_Exercise aim_
All lines with the word "reading" in the material below are required.

_Supplied material_

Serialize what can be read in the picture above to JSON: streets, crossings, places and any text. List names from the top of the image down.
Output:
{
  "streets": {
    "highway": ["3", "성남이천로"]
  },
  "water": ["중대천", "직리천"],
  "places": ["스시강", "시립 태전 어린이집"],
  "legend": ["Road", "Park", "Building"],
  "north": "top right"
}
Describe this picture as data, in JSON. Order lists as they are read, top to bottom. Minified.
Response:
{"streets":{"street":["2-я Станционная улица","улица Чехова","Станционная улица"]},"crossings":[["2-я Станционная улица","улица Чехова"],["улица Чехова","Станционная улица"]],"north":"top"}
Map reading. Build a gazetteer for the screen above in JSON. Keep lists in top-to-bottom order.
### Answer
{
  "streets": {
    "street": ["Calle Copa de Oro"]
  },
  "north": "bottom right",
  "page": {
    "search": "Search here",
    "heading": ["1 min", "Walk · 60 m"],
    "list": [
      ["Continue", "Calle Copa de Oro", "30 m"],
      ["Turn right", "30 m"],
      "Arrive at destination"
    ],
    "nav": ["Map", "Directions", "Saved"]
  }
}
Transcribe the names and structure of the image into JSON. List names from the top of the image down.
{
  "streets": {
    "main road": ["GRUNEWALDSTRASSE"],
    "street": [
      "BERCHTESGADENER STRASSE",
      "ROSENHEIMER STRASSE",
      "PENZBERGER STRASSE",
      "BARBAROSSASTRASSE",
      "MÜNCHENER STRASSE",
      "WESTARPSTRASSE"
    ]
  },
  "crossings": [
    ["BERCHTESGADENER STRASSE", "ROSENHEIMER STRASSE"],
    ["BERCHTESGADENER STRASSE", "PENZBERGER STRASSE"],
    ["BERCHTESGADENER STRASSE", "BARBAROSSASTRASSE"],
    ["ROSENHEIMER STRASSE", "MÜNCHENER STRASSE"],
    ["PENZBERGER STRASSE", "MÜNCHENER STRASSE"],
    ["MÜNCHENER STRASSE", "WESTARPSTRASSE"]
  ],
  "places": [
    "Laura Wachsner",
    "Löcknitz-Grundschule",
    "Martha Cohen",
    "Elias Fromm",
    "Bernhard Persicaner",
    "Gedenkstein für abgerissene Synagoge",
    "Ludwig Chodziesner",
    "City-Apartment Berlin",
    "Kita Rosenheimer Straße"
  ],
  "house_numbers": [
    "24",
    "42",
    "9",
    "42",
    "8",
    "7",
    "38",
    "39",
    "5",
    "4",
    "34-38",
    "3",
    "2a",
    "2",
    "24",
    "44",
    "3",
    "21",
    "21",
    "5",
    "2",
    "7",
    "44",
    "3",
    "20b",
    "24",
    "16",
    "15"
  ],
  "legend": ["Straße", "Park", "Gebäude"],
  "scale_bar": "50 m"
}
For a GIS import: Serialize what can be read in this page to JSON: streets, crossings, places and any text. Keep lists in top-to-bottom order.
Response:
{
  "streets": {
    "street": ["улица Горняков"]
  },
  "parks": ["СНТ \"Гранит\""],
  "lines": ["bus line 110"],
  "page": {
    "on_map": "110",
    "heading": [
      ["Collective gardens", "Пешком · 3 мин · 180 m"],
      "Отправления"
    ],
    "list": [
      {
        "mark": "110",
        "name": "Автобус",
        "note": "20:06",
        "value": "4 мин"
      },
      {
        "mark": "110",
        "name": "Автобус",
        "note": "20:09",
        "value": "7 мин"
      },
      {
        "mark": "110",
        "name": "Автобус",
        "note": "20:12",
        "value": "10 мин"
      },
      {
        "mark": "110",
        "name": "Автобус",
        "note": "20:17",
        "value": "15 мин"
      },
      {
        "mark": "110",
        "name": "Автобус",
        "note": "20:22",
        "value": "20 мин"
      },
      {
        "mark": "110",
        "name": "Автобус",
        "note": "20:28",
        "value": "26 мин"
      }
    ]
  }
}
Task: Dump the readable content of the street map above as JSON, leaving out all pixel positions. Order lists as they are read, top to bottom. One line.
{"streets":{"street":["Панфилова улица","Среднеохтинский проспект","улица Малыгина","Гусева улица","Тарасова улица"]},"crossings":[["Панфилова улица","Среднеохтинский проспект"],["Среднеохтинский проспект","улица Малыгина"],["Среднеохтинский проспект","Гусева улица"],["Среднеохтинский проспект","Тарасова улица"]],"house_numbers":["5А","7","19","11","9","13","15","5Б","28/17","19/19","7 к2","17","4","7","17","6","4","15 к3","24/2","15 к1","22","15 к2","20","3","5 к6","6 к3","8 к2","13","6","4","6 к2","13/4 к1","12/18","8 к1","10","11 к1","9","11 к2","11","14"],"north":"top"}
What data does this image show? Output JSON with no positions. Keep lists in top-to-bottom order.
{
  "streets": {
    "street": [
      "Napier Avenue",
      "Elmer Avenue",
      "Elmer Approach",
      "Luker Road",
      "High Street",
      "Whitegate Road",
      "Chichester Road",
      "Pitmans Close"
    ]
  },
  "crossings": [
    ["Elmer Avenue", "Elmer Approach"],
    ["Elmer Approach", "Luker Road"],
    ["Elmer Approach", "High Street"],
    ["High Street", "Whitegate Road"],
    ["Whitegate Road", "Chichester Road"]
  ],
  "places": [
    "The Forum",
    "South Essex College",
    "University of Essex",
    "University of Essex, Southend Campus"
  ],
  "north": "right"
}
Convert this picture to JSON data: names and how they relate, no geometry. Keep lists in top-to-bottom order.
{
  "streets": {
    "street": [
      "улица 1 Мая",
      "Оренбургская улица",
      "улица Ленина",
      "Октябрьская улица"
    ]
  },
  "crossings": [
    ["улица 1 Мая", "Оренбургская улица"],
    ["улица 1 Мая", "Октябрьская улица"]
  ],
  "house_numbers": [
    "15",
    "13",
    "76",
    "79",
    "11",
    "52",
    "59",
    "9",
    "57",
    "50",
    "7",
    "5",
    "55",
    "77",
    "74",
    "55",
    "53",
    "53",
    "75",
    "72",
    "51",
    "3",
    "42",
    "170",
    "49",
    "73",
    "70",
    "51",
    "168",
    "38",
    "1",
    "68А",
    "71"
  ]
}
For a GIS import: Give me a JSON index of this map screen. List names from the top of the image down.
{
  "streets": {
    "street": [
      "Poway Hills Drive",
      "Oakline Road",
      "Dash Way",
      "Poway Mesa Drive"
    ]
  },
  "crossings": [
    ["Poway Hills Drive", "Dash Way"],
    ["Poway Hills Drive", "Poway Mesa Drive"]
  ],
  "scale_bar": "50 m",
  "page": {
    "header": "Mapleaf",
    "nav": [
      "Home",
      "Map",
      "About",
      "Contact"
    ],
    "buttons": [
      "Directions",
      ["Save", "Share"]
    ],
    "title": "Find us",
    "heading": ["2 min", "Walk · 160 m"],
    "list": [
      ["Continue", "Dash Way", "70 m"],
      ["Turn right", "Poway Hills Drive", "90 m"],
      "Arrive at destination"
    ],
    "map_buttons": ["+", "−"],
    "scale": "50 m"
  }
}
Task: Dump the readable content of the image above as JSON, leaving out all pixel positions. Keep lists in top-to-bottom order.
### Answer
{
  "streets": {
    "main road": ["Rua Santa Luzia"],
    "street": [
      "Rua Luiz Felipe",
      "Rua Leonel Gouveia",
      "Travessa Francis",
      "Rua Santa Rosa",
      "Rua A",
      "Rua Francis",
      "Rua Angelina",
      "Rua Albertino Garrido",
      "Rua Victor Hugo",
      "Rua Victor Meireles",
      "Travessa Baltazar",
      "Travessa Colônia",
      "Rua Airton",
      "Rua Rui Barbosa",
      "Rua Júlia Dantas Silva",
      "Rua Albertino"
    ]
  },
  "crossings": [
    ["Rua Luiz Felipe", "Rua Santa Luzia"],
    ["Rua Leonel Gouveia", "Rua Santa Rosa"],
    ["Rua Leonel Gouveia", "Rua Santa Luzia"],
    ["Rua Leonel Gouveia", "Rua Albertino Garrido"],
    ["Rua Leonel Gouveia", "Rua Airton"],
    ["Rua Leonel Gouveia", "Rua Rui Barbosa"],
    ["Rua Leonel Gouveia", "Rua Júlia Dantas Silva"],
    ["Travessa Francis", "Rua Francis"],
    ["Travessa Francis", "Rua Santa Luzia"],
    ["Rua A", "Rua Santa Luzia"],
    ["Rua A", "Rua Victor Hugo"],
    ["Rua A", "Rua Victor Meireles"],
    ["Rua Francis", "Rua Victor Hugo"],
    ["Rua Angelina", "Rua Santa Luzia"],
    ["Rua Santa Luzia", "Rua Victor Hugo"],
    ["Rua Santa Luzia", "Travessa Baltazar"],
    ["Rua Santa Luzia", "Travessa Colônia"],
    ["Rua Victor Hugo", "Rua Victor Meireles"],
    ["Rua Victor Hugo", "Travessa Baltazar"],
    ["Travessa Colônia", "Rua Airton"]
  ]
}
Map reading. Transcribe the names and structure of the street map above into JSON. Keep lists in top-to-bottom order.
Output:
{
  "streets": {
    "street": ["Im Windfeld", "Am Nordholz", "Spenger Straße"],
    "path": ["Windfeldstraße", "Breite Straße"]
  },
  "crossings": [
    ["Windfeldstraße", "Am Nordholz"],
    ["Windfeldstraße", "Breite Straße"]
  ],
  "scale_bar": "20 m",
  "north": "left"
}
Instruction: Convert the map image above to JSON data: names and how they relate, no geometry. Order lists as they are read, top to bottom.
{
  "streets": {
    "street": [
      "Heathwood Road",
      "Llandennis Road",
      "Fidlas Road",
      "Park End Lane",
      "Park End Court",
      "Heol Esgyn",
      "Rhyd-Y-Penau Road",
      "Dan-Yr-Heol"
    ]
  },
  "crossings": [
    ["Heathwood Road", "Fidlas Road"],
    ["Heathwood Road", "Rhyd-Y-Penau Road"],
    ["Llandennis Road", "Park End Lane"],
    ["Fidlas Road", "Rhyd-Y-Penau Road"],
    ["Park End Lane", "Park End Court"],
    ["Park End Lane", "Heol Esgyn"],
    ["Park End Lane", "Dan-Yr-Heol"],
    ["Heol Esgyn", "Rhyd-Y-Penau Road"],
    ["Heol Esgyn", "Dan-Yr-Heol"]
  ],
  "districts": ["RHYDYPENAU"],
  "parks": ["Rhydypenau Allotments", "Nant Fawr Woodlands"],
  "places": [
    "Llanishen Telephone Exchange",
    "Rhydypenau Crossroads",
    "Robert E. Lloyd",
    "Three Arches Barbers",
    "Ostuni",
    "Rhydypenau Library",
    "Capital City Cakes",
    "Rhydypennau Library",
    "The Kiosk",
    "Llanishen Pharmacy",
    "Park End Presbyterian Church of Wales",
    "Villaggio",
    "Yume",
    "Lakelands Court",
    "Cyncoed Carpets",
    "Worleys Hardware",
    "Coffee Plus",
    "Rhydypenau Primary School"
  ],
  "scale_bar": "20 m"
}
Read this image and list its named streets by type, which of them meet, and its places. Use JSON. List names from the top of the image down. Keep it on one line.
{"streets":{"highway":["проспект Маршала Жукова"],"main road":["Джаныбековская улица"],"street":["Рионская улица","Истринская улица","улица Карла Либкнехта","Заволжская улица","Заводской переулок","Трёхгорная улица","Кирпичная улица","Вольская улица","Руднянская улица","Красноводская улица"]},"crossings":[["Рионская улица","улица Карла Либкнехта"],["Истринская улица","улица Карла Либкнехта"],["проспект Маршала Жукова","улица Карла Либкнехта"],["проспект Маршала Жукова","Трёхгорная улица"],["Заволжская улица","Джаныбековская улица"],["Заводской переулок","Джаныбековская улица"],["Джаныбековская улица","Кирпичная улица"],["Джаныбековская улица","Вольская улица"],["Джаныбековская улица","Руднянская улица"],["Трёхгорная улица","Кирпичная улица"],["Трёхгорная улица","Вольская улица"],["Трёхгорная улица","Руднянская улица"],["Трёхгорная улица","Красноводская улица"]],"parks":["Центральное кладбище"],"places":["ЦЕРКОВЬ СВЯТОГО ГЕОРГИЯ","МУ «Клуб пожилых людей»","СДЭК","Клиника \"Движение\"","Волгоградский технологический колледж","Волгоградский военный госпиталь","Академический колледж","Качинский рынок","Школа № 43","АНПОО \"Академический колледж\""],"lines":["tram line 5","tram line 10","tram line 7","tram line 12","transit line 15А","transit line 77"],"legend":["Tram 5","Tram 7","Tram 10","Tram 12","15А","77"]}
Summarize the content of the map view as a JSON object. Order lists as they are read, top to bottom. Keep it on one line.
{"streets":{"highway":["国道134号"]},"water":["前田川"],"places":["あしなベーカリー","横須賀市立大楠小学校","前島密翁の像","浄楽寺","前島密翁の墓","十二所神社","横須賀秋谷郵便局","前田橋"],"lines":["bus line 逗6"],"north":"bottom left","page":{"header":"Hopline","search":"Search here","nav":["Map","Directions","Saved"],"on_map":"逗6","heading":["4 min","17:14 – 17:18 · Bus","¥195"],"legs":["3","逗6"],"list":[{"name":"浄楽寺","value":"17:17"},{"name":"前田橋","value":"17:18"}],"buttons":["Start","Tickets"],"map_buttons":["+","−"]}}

_Task answer_
Map reading. Build a gazetteer for the screen above in JSON. Keep lists in top-to-bottom order.
Map reading. Transcribe the names and structure of the street map above into JSON. Keep lists in top-to-bottom order.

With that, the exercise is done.